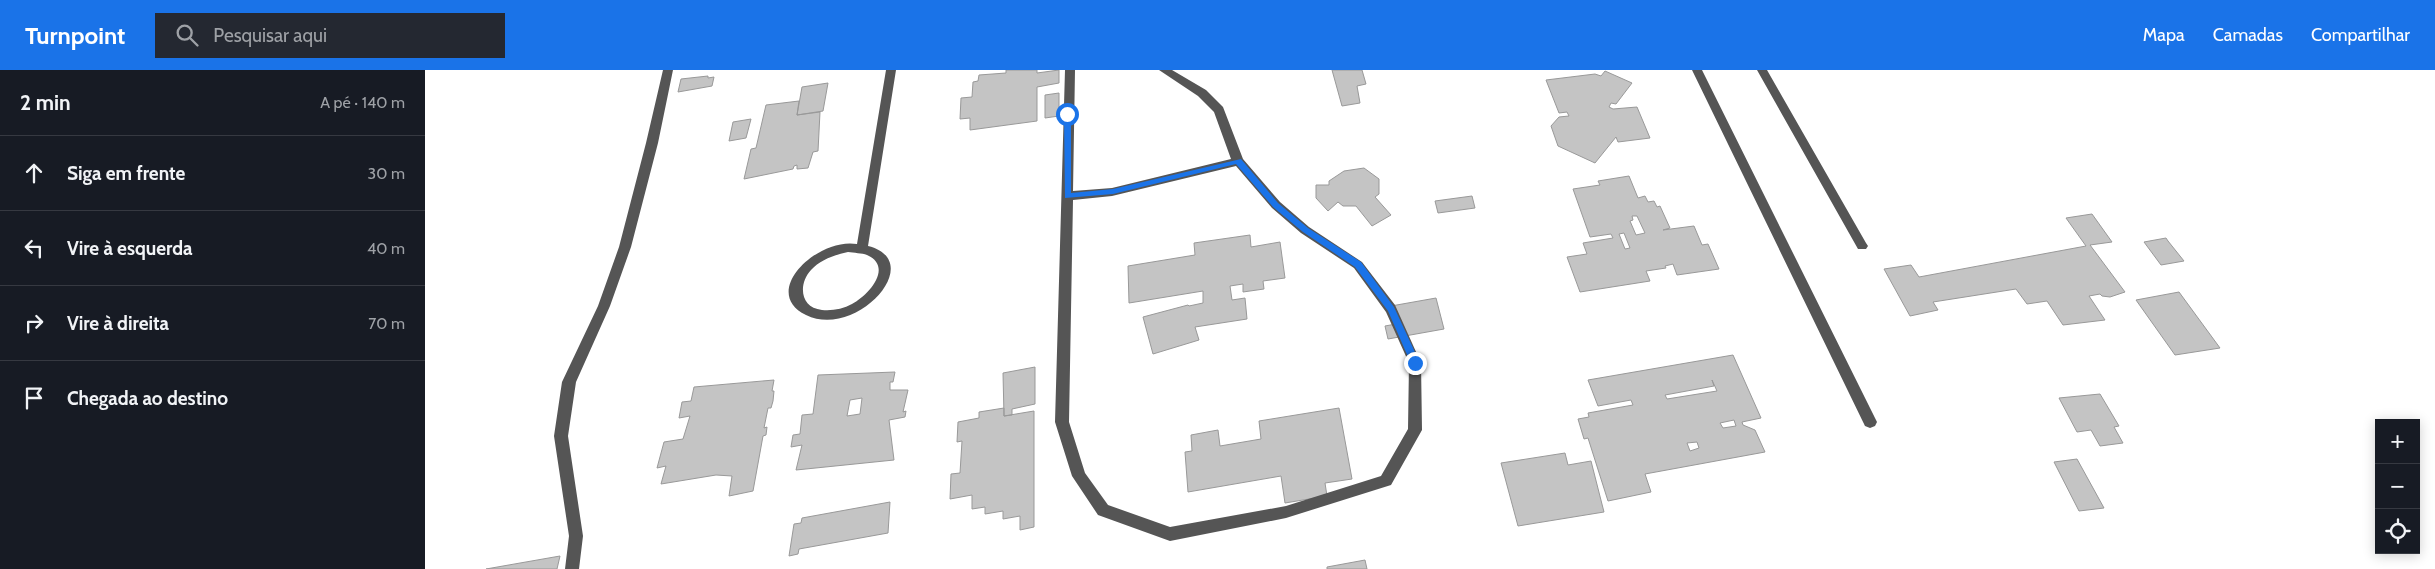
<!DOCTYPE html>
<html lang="pt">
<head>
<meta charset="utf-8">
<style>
	:root { --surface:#171b24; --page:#242831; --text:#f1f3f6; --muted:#9ea1a6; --line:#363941; --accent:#1a73e8 }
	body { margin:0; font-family:Cabin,sans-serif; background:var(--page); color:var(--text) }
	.controls { position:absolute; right:15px; bottom:15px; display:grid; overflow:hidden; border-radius:0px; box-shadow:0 2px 12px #0003 }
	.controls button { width:45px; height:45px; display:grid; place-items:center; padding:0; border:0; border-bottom:1px solid var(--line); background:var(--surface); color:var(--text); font:25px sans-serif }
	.stop { position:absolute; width:15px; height:15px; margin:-11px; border:4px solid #1a73e8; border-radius:50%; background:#fff }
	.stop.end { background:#1a73e8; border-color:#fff; box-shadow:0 1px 5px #0008 }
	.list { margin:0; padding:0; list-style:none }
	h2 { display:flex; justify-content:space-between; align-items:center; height:65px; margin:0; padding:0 20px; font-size:21px }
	h2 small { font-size:16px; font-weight:400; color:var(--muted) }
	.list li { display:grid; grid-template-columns:32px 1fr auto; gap:15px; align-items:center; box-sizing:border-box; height:75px; padding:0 20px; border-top:1px solid var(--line) }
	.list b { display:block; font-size:19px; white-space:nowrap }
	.list em { font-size:16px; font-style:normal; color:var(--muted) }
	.icon { flex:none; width:28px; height:28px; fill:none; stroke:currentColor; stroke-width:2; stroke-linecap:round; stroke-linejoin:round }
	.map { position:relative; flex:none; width:2010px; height:499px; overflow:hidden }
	header { display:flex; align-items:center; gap:30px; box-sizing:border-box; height:70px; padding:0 25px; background:var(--accent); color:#fff }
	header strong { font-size:24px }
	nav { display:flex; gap:28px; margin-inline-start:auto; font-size:18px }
	.search { width:350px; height:45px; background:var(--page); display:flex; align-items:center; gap:12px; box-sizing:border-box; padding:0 18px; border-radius:0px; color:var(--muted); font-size:19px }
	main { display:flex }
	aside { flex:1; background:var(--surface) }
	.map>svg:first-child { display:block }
	.building { fill:#c4c4c4; stroke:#999; fill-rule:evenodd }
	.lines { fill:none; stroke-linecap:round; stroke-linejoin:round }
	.minor { fill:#555; fill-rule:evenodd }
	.route { fill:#1a73e8 }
</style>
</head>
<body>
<header>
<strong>Turnpoint</strong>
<div class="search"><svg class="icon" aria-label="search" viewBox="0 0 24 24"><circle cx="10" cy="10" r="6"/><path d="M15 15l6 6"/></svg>Pesquisar aqui</div>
<nav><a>Mapa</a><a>Camadas</a><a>Compartilhar</a></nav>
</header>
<main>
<aside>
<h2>2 min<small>A pé · 140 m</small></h2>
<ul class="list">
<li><svg class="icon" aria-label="ahead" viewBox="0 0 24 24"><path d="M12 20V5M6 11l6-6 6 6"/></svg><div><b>Siga em frente</b></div><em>30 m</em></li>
<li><svg class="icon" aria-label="left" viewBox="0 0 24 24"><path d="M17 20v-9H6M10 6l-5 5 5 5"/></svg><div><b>Vire à esquerda</b></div><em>40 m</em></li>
<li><svg class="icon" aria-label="right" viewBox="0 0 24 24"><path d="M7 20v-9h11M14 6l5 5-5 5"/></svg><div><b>Vire à direita</b></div><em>70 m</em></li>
<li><svg class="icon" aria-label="arrive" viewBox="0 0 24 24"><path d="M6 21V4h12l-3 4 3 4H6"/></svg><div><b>Chegada ao destino</b></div></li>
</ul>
</aside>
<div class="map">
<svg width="2010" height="499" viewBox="0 0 2010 499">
	<rect width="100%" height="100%" fill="#fff"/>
	<path class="building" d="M 581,0 L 612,0 L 612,3 L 634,0 L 634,13 L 612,17 L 612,51 L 545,60 L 545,48 L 535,49 L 536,28 L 547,27 L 548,12 L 553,11 L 554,5 L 581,3 Z
		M 907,0 L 937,0 L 941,14 L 932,16 L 935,33 L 917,36 Z
		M 1180,1 L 1207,13 L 1191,34 L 1186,33 L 1184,37 L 1188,39 L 1212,37 L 1225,68 L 1193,72 L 1191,67 L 1170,93 L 1133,76 L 1126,56 L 1134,47 L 1144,46 L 1142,42 L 1134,43 L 1121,10 L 1170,4 L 1176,6 Z
		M 283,6 L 283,8 L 289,7 L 287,16 L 253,22 L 256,9 Z
		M 403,13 L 398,41 L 372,45 L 377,17 Z
		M 634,23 L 634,46 L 620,48 L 620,25 Z
		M 374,31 L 372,45 L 395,42 L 393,81 L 388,82 L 383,98 L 372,99 L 372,95 L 369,96 L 368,99 L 319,109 L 326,79 L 331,78 L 341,35 Z
		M 326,49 L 321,68 L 304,71 L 308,52 Z
		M 939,98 L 954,109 L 954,124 L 950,127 L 966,145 L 947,156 L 931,136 L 918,136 L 913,132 L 903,141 L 891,128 L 891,115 L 904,115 L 904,111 L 919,101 Z
		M 1204,106 L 1213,128 L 1220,126 L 1223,132 L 1229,131 L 1232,137 L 1235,136 L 1245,158 L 1238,160 L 1269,156 L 1277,175 L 1283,174 L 1294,199 L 1252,205 L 1248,194 L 1240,196 L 1241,198 L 1221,201 L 1225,211 L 1155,222 L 1142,187 L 1162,184 L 1158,173 L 1188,168 L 1186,164 L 1165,167 L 1148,119 L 1175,115 L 1173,111 ZM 1207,146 L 1212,146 L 1220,163 L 1211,165 L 1205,151 L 1208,150 ZM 1199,163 L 1205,178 L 1200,179 L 1194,164 Z
		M 1047,126 L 1050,138 L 1013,143 L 1010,131 Z
		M 1667,144 L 1687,172 L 1665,175 L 1700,222 L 1685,227 L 1677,226 L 1675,224 L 1664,226 L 1680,250 L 1638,255 L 1622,231 L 1602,234 L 1591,219 L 1508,232 L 1513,240 L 1485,246 L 1459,199 L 1486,195 L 1494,207 L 1661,176 L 1641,148 Z
		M 825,165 L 826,177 L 855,172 L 860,208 L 838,211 L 839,219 L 818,222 L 818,214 L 805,216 L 807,230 L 820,228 L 822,249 L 770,257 L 774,270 L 728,284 L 718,247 L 763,235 L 764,236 L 778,233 L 778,221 L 704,233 L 703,196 L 770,185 L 769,173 Z
		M 1741,168 L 1743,171 L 1759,191 L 1736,195 L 1719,172 Z
		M 1754,222 L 1795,278 L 1750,285 L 1711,230 Z
		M 1011,228 L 1019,259 L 963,269 L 960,256 L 971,254 L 966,236 Z
		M 1308,285 L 1336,348 L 1317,352 L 1318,355 L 1330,360 L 1340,382 L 1220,404 L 1226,422 L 1183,431 L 1163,368 L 1159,369 L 1153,349 L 1164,347 L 1163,343 L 1208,335 L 1206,330 L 1173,336 L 1163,310 ZM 1287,310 L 1292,321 L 1242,329 L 1240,325 L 1289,316 ZM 1309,350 L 1311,356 L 1298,358 L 1295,353 ZM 1272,372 L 1274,378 L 1265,381 L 1262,373 Z
		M 610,297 L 610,334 L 587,339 L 587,345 L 579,346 L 578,303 Z
		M 470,302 L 468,312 L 465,312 L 465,320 L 483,320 L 478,342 L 481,341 L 480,347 L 464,350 L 469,390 L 371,400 L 377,375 L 366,377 L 368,365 L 375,364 L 377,345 L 388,344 L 393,305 ZM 437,328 L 435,344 L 422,346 L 425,330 Z
		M 349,310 L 347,321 L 349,321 L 348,331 L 346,338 L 343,338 L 339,358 L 342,357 L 341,365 L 338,366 L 328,421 L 304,426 L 307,406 L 291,405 L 236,414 L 241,396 L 232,398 L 239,372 L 258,369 L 265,346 L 254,348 L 257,332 L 266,331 L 269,317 Z
		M 1675,324 L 1694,356 L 1689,357 L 1698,373 L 1675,376 L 1666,360 L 1652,362 L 1634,328 Z
		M 579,338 L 579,346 L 609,341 L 609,457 L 595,460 L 595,446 L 578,449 L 578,441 L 560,444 L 560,437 L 547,439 L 547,425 L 525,429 L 526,404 L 535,403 L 537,371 L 532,372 L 533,352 L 554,348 L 554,342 Z
		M 914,338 L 927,409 L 900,413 L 902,426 L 860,433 L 856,406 L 763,422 L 760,382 L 767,381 L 766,365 L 793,360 L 795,376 L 836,369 L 834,351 Z
		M 1140,383 L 1143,395 L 1166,391 L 1179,442 L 1093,456 L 1076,393 Z
		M 1652,389 L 1679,438 L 1654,441 L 1629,392 Z
		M 465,432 L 463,463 L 374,479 L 373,484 L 364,486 L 369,454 L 376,453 L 377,448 Z
		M 135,486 L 132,499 L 61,499 Z
		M 940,490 L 942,499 L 902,499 L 902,497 Z"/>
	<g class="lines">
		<path class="minor" d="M 238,0 L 248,0 L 233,73 L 206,177 L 185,236 L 151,312 L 143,366 L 158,466 L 154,499 L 140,499 L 144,466 L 129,366 L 137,312 L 173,236 L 194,177 L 221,73 Z
			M 461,0 L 471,0 L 443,176 C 503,191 431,270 381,245 C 334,222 393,167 432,174 ZM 423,182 C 429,183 437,183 442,185 C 469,197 443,226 427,234 C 418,239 407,241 397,240 C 375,238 373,214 386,200 C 395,190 409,185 423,182 Z
			M 640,0 L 650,0 L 648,121 L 687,118 L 806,89 L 789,42 L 773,26 L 734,0 L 747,0 L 781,20 L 798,37 L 818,89 L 855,132 L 884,157 L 937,192 L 970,235 L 996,293 L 997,360 L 966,415 L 861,448 L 745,471 L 673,445 L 647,406 L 630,352 ZM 811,96 L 847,138 L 876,163 L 929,198 L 961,242 L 984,293 L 983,359 L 956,406 L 861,436 L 745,457 L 683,435 L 660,403 L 644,352 L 648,130 L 687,126 Z
			M 1267,0 L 1277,0 L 1450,348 L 1452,352 L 1450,356 L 1445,358 L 1440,356 Z
			M 1332,0 L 1342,0 L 1441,173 L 1443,176 L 1441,179 L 1433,179 Z"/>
	</g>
	<path class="route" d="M 642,42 L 646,44 L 646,123 L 688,119 L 816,89 L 853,133 L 883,158 L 936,192 L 969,237 L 995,293 L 993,296 L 987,296 L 963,241 L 930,197 L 878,162 L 848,137 L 811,94 L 688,124 L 640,128 L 639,44 Z"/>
</svg>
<div class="controls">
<button>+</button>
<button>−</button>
<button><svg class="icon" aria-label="locate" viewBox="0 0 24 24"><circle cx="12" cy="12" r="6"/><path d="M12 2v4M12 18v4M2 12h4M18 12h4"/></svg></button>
</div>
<div class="stop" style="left:642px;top:44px"></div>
<div class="stop end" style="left:990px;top:293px"></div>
</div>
</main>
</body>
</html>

What this task involves
Although the records above contain pictures, the copy should hold only the lines from their start through the line containing "position:absolute; right:15px; bottom:15px;", each exactly as written, and none of the pictures.

Problem solution
<!DOCTYPE html>
<html lang="pt">
<head>
<meta charset="utf-8">
<style>
	:root { --surface:#171b24; --page:#242831; --text:#f1f3f6; --muted:#9ea1a6; --line:#363941; --accent:#1a73e8 }
	body { margin:0; font-family:Cabin,sans-serif; background:var(--page); color:var(--text) }
	.controls { position:absolute; right:15px; bottom:15px; display:grid; overflow:hidden; border-radius:0px; box-shadow:0 2px 12px #0003 }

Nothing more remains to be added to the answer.